Hurricane Dennis on July 7 2005
 
Hurricane Sandy was the deadliest and most destructive tropical cyclone of the 2012 Atlantic hurricane season, as well as the second-costliest hurricane in United States history. Classified as the eighteenth named storm, tenth hurricane and second major hurricane of the year, Sandy was aCategory 3 storm at its peak intensity when it made landfall in Cuba.[1] While it was a Category 2 storm off the coast of the Northeastern United States, the storm became the largest Atlantic hurricane on record (as measured by diameter, with winds spanning 1,100 miles (1,800 km)).[2][3]Preliminary estimates assess damage at nearly $75 billion (2012 USD), a total surpassed only by Hurricane Katrina. At least 285 people were killed along the path of the storm in seven countries.[4] The severe and widespread damage the storm caused in the United States, as well as its unusual merge with a frontal system, resulted in the nicknaming of the hurricane by the media and several organizations of the U.S. government "Superstorm Sandy".[5][6][7][8]

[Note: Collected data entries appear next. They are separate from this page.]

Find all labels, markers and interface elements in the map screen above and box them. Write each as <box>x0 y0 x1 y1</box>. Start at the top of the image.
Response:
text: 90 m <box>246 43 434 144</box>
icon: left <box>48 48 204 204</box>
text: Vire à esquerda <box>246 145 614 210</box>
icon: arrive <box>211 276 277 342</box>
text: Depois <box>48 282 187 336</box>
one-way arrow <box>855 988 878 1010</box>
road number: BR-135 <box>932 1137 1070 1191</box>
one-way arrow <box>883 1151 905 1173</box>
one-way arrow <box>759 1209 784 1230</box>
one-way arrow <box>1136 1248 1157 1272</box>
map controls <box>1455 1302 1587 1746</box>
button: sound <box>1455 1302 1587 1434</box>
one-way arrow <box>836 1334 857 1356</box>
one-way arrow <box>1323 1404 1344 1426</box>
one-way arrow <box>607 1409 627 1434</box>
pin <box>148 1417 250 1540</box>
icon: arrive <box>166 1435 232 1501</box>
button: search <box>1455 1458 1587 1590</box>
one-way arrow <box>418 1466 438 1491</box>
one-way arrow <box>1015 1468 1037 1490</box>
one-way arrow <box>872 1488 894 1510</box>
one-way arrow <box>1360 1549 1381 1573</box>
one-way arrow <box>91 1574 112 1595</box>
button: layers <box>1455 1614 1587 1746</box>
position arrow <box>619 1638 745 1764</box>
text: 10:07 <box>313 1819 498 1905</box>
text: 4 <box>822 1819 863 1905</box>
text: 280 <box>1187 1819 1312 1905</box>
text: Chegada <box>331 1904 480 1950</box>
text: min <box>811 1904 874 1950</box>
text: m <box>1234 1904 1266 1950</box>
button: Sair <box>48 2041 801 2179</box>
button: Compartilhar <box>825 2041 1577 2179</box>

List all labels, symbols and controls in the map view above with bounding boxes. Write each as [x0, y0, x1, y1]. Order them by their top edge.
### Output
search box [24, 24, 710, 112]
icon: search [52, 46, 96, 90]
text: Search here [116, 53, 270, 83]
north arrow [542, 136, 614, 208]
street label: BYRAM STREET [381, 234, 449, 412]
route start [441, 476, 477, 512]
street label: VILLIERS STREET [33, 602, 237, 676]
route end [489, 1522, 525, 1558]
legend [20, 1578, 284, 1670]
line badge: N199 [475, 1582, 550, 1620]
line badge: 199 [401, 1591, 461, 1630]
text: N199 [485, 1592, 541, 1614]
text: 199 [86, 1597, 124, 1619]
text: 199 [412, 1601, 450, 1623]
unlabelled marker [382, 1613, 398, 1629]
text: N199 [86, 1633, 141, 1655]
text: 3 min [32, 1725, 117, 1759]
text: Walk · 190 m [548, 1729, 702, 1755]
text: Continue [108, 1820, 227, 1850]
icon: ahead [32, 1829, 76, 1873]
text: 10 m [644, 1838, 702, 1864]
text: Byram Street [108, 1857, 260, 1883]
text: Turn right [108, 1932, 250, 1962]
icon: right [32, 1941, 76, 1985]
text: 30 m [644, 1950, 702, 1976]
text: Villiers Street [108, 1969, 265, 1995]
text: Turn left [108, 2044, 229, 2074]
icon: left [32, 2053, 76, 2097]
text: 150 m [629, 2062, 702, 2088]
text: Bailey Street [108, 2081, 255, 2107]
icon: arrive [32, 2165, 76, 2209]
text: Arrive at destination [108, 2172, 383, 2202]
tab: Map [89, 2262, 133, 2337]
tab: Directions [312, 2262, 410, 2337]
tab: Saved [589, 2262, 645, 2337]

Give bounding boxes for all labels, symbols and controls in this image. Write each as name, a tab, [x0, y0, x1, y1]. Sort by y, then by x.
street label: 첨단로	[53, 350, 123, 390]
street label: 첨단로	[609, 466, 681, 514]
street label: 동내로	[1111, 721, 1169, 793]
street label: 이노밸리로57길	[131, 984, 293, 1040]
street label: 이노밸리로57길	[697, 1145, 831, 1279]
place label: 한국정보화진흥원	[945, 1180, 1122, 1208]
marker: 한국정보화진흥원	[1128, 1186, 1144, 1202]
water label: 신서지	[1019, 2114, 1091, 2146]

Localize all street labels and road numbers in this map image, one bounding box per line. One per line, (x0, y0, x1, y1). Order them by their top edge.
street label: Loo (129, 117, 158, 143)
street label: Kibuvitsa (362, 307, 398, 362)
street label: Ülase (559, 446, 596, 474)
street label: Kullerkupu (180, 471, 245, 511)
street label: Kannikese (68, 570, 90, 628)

Sandy developed from a tropical wave in the western Caribbean Sea on October 22, quickly strengthened, and was upgraded to Tropical Storm Sandy six hours later. Sandy moved slowly northward toward the Greater Antilles and gradually intensified. On October 24, Sandy became a hurricane, made landfall near Kingston, Jamaica, a few hours later, re-emerged into the Caribbean Sea and strengthened into a Category 2 hurricane. On October 25, Sandy hit Cuba as a Category 3 hurricane, then weakened to a Category 1 hurricane. Early on October 26, Sandy moved through the Bahamas.[9] On October 27, Sandy briefly weakened to a tropical storm and then restrengthened to a Category 1 hurricane. Early on October 29, Sandy curved north-northwest and then[10] moved ashore near Brigantine, New Jersey, just to the northeast of Atlantic City, as a post-tropical cyclone with hurricane-force winds.[1][11]
In Jamaica, winds left 70% of residents without electricity, blew roofs off buildings, killed one, and caused about $100 million (2012 USD) in damage. In Haiti, Sandy's outer bands brought flooding that killed at least 54, caused food shortages, and left about 200,000 homeless. In the Dominican Republic, two died. In Puerto Rico, one man was swept away by a swollen river. In Cuba, there was extensive coastal flooding and wind damage inland, destroying some 15,000 homes, killing 11, and causing $2 billion (2012 USD) in damage. In The Bahamas, two died amid an estimated $700 million (2012 USD) in damage. In Canada, two were killed in Ontario and an estimated $100 million (2012 CAD) in damage was caused throughout Ontario and Quebec.[12]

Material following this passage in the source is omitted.